═════ Records for this exercise ═════
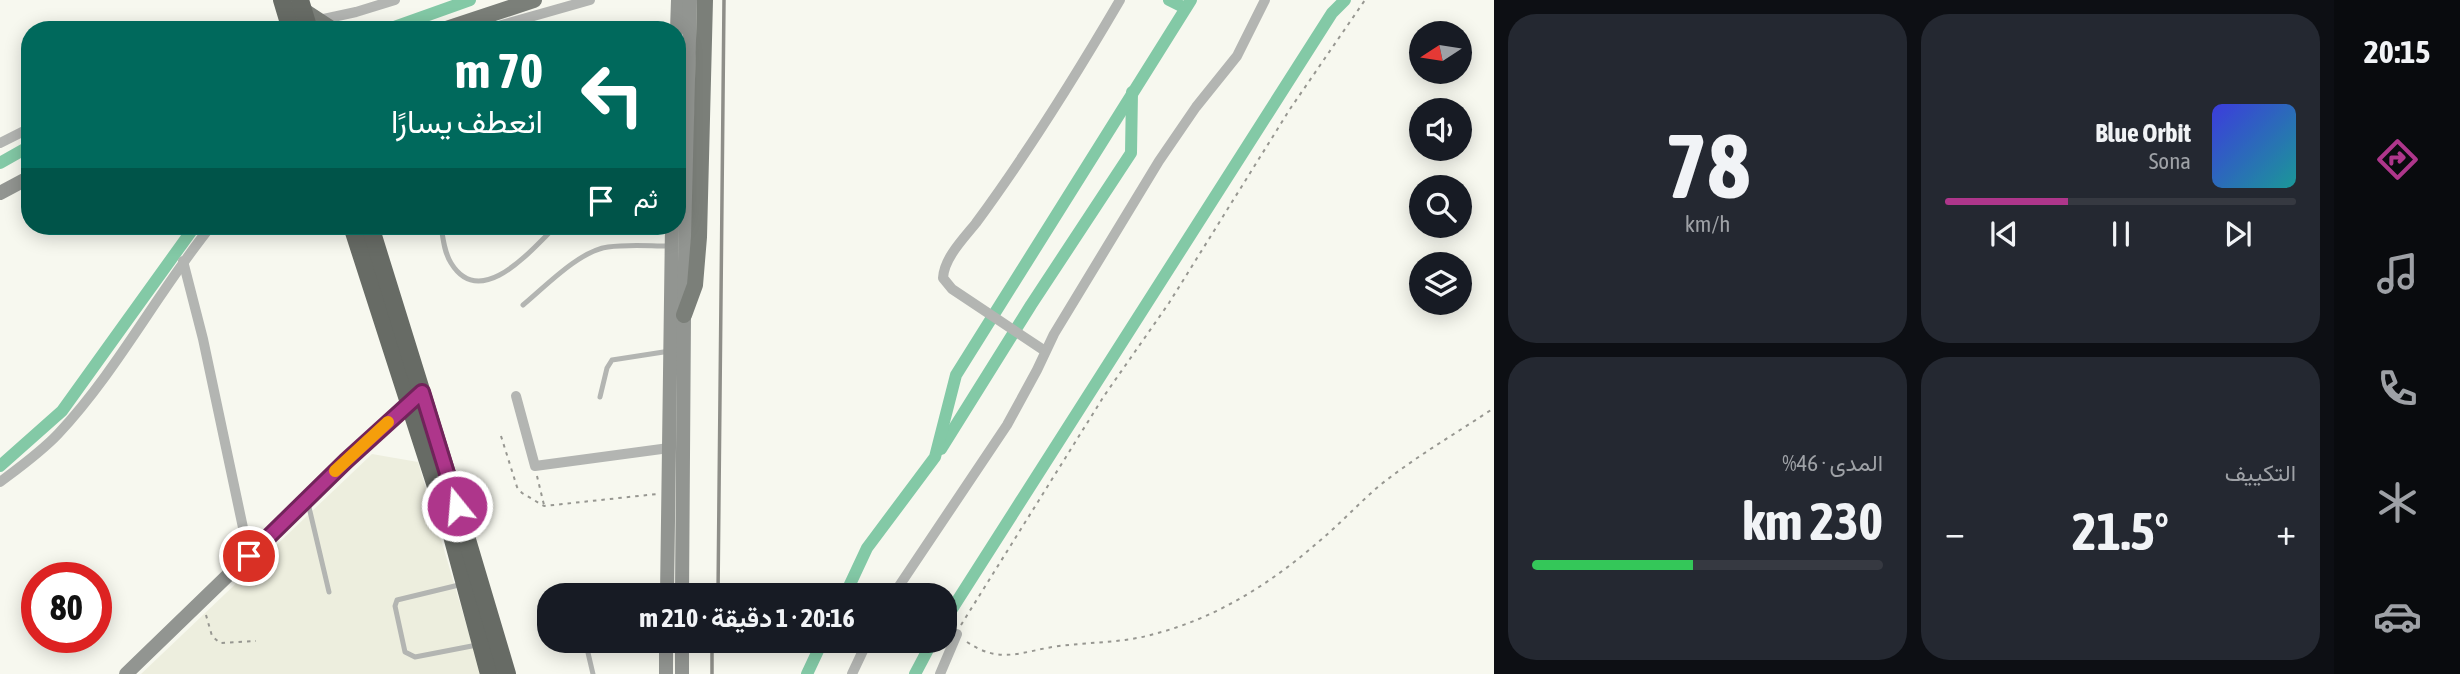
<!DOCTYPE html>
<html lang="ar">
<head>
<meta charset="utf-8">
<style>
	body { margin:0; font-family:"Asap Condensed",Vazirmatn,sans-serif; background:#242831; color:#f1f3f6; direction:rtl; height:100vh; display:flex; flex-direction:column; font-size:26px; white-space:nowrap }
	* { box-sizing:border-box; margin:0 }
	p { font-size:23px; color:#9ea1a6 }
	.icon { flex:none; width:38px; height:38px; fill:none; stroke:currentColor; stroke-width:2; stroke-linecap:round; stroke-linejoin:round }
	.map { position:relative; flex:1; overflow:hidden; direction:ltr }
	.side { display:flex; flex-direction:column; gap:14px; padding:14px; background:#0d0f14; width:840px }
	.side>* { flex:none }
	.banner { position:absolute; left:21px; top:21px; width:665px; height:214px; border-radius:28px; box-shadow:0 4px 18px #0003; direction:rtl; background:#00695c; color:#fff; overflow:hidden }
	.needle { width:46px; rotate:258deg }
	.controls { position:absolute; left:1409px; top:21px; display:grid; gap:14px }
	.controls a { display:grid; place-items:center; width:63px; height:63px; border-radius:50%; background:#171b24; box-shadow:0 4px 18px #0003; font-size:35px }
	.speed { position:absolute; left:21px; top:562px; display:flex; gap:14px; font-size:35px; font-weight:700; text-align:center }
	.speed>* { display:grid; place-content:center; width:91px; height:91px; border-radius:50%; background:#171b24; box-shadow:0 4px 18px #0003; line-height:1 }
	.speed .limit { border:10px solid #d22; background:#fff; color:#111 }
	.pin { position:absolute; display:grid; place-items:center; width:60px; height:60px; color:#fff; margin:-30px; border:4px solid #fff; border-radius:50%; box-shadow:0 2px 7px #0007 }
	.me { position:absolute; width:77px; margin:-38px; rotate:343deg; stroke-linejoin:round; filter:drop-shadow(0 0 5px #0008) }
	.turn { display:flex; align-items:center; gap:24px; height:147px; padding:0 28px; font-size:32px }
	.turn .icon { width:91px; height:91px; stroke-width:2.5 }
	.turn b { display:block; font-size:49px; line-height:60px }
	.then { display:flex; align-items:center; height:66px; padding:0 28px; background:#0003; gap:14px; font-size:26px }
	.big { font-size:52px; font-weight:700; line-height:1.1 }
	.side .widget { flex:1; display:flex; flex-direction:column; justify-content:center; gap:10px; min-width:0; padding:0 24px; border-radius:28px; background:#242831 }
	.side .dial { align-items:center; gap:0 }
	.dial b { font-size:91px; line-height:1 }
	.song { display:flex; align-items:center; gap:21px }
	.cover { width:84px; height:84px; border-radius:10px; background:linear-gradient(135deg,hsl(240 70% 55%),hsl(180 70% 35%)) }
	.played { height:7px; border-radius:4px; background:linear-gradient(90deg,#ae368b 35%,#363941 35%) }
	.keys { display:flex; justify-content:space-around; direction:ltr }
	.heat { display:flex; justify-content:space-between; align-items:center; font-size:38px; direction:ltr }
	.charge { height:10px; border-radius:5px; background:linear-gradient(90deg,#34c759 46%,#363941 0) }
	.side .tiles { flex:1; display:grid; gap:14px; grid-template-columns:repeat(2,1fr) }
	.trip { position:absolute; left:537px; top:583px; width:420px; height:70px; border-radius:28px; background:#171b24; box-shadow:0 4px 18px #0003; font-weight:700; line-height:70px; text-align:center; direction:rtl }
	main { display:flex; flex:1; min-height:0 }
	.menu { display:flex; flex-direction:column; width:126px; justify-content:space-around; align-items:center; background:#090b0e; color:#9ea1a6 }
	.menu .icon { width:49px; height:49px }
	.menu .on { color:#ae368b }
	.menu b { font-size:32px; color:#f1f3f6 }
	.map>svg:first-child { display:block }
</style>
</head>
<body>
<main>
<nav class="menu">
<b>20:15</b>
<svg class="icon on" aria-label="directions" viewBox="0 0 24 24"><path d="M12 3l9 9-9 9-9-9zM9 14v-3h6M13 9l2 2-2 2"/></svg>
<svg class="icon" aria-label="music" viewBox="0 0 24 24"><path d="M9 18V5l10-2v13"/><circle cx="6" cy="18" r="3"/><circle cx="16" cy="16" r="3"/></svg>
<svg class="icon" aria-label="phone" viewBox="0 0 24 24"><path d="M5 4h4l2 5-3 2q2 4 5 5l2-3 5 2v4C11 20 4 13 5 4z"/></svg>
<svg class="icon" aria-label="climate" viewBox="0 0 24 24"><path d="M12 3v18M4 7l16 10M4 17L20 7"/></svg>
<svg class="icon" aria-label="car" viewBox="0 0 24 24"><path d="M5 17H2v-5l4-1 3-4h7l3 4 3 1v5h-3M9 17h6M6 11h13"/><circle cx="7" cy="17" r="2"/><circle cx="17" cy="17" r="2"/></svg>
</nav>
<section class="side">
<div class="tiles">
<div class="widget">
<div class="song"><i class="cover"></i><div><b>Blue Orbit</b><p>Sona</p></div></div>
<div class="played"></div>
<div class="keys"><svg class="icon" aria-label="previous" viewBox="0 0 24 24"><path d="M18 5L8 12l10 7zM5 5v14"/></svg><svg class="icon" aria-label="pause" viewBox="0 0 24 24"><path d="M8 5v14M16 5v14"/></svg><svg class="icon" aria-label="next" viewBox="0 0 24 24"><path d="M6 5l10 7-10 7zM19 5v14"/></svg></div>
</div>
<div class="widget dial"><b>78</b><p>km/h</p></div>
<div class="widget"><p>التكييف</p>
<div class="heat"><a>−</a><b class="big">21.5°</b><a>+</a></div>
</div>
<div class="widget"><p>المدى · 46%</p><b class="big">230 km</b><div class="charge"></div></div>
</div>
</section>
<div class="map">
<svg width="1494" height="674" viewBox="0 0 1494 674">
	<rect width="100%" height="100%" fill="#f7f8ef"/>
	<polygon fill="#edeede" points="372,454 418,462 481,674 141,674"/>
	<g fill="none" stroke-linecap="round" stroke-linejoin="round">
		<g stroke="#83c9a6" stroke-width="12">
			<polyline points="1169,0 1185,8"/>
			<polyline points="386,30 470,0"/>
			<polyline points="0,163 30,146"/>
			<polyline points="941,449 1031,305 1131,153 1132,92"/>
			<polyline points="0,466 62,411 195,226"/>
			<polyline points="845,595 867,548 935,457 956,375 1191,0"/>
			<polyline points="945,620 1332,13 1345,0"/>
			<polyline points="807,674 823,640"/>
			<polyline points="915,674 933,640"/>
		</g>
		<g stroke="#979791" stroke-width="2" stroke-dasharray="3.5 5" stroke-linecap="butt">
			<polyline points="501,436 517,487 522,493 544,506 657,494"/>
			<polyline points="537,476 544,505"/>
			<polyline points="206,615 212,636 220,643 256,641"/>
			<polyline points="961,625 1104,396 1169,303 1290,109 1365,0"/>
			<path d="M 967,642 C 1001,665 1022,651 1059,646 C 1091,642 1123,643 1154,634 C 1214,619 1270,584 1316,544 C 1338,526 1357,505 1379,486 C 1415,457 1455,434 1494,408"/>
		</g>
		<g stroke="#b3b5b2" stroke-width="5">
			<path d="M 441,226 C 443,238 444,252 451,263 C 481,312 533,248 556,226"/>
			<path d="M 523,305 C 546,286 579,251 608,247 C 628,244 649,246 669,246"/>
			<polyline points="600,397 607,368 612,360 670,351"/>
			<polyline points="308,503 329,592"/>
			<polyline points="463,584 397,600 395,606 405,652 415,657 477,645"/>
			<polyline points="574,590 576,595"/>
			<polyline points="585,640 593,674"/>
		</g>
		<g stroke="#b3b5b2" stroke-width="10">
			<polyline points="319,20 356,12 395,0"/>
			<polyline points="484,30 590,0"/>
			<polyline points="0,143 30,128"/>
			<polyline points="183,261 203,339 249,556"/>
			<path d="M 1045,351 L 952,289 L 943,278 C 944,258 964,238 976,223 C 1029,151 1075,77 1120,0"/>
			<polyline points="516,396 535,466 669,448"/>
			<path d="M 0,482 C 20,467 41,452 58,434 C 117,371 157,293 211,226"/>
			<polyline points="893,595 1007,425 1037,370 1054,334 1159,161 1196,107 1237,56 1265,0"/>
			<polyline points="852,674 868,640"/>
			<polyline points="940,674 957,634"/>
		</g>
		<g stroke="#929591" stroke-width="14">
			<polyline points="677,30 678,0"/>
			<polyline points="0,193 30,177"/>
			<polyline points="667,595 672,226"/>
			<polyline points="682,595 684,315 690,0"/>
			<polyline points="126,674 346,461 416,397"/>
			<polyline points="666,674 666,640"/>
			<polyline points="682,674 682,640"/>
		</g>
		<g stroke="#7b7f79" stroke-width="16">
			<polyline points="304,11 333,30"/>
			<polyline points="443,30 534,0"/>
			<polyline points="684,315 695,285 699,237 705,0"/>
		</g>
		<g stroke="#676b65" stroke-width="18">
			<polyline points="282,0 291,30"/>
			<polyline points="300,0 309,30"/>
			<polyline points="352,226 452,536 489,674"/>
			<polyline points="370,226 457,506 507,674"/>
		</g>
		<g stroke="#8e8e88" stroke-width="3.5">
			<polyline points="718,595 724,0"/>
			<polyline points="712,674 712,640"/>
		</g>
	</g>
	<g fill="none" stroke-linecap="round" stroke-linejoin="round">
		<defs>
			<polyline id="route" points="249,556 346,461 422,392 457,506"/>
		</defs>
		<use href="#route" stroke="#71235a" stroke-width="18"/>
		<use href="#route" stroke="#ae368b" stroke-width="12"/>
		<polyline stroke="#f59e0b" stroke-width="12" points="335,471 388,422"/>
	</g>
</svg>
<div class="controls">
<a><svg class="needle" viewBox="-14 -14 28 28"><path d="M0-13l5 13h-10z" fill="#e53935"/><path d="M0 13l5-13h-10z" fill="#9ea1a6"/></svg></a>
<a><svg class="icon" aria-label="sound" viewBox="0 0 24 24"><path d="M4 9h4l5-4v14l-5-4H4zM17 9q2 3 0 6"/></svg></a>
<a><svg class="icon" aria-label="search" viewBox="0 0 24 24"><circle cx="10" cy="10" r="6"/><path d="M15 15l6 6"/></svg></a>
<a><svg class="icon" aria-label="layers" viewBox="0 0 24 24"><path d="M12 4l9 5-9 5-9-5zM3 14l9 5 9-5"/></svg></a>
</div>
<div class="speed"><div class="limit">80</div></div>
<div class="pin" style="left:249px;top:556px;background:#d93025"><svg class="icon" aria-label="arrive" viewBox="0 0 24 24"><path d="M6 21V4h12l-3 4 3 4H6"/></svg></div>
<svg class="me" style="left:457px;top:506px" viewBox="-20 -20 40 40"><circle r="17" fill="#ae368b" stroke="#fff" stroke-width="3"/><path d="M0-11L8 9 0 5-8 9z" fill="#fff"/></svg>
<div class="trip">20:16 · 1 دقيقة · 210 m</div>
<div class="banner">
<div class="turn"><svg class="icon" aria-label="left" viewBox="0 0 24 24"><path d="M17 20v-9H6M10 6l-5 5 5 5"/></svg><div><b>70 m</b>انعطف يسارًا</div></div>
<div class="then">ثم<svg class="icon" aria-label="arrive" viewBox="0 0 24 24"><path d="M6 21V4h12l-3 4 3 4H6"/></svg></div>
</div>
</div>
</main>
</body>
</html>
═════
═════ Records for this exercise ═════
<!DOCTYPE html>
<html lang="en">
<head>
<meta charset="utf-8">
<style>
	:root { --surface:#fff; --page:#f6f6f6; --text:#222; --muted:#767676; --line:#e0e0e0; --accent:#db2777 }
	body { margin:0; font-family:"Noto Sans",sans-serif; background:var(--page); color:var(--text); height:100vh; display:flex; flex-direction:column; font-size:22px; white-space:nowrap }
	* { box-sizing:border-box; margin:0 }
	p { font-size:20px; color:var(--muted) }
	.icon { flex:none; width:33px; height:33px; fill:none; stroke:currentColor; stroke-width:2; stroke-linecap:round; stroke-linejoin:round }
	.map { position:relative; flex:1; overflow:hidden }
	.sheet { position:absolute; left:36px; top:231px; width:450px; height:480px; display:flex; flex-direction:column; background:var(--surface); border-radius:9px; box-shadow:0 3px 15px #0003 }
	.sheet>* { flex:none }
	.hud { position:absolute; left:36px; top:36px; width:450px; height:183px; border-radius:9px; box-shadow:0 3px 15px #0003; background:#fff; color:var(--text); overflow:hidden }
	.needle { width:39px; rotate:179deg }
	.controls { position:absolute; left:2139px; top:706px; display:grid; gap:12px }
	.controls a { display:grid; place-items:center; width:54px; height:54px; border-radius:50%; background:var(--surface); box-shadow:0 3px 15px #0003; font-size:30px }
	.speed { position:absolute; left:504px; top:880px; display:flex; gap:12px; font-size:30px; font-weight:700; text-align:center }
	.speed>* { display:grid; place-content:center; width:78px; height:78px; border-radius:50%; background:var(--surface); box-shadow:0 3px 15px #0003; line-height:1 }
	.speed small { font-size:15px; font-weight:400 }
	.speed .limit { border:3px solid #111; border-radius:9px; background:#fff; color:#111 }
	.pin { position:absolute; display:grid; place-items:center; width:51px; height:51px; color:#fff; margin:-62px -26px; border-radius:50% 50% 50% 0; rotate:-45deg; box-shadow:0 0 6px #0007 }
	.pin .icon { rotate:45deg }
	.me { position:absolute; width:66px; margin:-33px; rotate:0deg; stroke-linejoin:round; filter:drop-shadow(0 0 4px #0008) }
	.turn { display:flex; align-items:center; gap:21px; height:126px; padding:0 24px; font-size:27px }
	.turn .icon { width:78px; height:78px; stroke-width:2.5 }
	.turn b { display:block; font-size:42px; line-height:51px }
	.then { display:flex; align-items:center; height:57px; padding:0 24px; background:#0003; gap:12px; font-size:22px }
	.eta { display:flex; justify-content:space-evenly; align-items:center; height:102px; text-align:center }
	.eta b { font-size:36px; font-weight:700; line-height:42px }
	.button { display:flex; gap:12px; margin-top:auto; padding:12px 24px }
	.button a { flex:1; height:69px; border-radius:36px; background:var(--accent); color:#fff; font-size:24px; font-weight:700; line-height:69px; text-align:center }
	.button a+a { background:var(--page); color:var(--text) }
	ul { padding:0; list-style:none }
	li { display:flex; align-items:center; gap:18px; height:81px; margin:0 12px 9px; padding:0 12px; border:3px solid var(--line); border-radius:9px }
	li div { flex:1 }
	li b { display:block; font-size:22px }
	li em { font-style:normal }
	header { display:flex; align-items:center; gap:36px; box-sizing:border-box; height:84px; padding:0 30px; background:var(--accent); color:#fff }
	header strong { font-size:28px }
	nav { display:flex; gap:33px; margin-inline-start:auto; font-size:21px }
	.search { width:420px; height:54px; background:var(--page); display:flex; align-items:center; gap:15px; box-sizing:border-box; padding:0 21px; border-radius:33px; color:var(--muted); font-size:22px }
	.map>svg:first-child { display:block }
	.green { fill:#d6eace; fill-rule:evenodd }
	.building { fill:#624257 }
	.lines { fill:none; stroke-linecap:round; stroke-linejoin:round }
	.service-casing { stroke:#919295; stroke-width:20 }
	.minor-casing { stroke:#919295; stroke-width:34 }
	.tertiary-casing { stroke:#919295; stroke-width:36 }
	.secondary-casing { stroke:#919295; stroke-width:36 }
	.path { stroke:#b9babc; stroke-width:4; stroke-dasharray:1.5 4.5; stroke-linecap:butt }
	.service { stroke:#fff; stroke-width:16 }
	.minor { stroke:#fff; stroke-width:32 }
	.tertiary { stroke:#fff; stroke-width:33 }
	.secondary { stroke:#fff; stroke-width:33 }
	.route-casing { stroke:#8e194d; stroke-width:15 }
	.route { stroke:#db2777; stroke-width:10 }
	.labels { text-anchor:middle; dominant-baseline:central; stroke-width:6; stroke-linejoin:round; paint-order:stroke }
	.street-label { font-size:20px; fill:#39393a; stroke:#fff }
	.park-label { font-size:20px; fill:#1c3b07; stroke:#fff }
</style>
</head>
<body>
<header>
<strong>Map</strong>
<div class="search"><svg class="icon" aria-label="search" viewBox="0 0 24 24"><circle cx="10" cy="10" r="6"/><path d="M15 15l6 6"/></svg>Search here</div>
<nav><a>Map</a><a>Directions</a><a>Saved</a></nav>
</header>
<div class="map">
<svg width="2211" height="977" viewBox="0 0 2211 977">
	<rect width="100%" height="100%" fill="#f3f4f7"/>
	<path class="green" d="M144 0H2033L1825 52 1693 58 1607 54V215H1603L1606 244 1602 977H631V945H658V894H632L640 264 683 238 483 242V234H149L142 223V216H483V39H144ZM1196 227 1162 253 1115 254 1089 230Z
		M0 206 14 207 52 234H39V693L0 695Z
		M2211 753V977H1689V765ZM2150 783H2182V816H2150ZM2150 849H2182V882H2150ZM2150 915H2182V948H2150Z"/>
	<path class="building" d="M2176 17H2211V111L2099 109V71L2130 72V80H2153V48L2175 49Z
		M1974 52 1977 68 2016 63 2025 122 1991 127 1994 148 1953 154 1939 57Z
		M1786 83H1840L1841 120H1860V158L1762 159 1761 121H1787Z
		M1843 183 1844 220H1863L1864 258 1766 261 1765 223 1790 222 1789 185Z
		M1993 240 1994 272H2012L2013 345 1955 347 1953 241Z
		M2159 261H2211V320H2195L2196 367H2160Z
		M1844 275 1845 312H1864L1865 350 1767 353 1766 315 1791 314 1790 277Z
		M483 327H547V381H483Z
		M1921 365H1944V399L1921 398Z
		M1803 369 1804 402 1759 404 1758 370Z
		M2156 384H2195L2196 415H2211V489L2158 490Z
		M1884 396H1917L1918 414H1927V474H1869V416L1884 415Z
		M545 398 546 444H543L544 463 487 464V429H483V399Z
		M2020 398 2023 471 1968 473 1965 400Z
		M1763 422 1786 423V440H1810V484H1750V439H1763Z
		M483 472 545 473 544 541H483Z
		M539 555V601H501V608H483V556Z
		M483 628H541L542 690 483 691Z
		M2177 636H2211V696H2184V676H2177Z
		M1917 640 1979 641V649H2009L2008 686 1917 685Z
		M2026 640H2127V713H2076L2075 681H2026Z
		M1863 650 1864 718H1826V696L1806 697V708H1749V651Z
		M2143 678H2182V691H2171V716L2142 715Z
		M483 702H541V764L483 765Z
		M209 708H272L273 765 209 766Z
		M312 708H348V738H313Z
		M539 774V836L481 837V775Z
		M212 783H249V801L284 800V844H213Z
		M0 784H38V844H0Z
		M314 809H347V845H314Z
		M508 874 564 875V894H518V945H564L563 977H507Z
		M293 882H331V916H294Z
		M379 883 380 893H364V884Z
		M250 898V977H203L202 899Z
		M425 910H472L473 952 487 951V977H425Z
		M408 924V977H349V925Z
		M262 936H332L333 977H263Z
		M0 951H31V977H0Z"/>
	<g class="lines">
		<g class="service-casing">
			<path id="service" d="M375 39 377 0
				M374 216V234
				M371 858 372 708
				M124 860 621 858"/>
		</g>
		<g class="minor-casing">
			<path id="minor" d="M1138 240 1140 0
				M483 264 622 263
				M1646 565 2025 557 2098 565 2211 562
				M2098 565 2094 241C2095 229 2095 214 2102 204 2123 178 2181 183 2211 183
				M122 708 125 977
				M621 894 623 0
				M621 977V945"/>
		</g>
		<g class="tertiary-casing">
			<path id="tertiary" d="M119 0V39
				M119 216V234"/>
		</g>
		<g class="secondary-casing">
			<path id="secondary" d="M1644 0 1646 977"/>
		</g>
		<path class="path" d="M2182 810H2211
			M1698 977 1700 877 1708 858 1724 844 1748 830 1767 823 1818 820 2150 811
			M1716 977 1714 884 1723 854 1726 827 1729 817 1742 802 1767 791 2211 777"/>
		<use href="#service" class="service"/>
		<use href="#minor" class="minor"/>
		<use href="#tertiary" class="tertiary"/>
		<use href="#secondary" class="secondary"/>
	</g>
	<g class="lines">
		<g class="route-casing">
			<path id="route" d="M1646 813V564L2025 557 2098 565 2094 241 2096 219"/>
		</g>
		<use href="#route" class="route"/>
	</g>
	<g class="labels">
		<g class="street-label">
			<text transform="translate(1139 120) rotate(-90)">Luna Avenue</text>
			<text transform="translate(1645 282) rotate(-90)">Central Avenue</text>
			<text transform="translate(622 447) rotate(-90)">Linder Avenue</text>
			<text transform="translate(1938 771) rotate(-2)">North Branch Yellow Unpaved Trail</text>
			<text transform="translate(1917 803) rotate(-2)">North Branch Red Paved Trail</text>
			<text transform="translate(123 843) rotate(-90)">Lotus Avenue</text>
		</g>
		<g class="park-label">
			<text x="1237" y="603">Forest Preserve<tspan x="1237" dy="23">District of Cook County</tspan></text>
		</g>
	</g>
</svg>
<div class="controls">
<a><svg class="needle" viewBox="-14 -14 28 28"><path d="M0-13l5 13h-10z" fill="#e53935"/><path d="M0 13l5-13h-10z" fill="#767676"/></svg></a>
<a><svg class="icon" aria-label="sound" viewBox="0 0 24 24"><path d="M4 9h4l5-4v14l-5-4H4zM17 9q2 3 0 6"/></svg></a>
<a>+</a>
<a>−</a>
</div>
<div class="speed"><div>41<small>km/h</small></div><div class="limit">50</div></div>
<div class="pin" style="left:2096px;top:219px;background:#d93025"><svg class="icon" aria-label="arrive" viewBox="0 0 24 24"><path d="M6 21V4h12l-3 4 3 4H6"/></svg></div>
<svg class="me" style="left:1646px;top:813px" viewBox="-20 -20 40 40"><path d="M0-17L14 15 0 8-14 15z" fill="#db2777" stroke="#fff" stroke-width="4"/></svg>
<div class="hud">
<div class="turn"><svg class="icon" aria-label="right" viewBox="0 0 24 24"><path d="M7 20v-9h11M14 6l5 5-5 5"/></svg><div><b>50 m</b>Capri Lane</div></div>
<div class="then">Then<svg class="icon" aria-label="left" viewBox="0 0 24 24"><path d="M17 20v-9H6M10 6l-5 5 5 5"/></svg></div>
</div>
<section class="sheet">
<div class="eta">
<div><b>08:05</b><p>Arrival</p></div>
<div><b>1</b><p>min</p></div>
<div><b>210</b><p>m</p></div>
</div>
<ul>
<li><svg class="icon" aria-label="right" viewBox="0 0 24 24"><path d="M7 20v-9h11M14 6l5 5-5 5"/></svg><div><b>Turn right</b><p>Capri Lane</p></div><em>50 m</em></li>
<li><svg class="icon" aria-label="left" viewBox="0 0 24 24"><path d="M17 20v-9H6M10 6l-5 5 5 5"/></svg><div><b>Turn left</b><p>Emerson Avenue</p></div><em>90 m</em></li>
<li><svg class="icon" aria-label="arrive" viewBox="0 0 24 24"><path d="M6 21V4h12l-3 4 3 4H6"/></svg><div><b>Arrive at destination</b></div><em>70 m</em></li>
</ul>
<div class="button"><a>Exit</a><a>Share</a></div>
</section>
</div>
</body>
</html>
═════
§ Instructions to follow
Report, for the data above, every line in which the string "drop" appears.

§ Answer below
	.me { position:absolute; width:77px; margin:-38px; rotate:343deg; stroke-linejoin:round; filter:drop-shadow(0 0 5px #0008) }
	.me { position:absolute; width:66px; margin:-33px; rotate:0deg; stroke-linejoin:round; filter:drop-shadow(0 0 4px #0008) }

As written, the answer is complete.